─── Dataset content

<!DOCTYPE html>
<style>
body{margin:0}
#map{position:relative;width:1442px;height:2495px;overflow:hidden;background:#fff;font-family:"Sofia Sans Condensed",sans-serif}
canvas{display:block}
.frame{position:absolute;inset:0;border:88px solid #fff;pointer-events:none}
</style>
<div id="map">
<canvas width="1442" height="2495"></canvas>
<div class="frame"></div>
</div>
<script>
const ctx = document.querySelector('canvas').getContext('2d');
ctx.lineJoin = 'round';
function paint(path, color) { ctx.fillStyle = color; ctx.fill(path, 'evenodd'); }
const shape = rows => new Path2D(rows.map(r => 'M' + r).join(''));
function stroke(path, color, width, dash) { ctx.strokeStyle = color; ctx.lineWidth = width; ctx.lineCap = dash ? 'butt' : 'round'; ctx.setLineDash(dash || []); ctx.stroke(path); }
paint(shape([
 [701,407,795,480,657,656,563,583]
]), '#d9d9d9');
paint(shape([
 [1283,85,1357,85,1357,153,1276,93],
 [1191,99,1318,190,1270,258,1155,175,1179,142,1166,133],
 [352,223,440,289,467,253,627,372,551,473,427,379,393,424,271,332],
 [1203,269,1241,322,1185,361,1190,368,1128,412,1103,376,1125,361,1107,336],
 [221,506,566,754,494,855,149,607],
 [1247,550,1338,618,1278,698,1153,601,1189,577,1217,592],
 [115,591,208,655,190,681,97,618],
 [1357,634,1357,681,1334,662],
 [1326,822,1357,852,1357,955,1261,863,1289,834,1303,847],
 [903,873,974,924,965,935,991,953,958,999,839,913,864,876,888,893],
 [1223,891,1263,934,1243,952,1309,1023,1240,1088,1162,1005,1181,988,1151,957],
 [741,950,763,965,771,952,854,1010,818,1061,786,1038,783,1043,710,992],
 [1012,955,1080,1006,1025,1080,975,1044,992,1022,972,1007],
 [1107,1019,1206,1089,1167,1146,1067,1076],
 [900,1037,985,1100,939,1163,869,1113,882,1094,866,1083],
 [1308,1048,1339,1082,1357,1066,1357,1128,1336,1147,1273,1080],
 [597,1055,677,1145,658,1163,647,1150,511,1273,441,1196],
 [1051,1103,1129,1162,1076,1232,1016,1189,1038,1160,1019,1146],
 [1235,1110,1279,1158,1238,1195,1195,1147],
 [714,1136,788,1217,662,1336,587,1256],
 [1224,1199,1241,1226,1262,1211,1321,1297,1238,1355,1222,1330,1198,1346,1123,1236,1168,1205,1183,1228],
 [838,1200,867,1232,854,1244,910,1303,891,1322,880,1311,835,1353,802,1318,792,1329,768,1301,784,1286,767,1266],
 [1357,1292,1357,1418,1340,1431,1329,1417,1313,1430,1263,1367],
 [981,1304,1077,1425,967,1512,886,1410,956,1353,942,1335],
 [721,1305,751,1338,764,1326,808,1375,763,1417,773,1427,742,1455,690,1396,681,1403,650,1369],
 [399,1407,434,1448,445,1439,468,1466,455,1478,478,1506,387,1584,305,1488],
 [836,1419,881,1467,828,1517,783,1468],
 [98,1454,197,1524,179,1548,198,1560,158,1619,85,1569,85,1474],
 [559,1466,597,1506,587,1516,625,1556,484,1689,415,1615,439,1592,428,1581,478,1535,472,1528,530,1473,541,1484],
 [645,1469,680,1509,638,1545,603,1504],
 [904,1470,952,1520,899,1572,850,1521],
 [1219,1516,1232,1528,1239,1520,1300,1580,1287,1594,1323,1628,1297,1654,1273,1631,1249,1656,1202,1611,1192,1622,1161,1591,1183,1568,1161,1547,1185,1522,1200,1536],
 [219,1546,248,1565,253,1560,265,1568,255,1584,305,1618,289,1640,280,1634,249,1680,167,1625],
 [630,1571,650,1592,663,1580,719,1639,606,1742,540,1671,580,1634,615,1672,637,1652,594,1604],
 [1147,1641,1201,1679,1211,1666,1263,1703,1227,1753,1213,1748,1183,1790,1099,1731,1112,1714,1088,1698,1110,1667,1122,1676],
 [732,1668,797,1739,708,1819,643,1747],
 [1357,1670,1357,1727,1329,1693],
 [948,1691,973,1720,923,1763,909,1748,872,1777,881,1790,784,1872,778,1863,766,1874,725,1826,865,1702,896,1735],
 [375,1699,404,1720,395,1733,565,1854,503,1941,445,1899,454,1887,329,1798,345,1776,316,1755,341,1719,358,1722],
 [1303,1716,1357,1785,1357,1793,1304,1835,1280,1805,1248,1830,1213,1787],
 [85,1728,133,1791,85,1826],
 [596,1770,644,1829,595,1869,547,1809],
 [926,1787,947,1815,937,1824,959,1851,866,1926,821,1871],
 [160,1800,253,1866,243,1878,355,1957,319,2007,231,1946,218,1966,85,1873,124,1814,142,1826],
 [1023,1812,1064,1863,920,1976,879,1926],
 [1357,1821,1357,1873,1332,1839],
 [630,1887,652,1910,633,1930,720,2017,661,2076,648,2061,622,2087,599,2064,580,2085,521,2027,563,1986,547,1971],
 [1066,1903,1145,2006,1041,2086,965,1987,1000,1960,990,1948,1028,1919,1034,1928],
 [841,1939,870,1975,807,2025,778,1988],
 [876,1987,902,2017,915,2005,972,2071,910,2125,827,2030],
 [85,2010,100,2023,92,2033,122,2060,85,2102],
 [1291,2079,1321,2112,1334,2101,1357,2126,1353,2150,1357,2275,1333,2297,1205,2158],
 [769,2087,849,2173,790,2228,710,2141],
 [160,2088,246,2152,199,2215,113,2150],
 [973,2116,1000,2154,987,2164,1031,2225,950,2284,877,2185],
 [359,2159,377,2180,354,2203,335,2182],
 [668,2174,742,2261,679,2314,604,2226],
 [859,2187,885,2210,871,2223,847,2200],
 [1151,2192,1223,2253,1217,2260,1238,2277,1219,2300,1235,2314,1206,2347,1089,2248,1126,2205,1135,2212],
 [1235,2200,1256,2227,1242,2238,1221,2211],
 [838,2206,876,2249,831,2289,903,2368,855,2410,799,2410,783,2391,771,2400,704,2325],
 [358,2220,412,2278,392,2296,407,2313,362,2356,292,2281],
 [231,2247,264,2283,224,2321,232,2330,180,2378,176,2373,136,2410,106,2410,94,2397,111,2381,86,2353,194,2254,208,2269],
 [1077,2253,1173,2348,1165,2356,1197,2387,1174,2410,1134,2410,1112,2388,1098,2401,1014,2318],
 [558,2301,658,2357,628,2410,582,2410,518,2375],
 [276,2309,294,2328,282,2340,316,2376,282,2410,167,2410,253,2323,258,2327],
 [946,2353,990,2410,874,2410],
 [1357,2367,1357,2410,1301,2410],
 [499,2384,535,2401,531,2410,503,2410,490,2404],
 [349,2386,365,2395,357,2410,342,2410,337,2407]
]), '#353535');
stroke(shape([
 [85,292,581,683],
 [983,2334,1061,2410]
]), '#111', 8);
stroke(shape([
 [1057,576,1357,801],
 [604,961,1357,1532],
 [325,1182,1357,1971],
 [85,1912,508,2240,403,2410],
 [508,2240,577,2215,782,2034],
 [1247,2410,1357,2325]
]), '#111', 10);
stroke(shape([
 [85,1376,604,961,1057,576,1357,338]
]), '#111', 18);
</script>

──────

**Work item**
Report every line above that has the string "canvas" in it.

**Solution for this task**
canvas{display:block}
<canvas width="1442" height="2495"></canvas>
const ctx = document.querySelector('canvas').getContext('2d');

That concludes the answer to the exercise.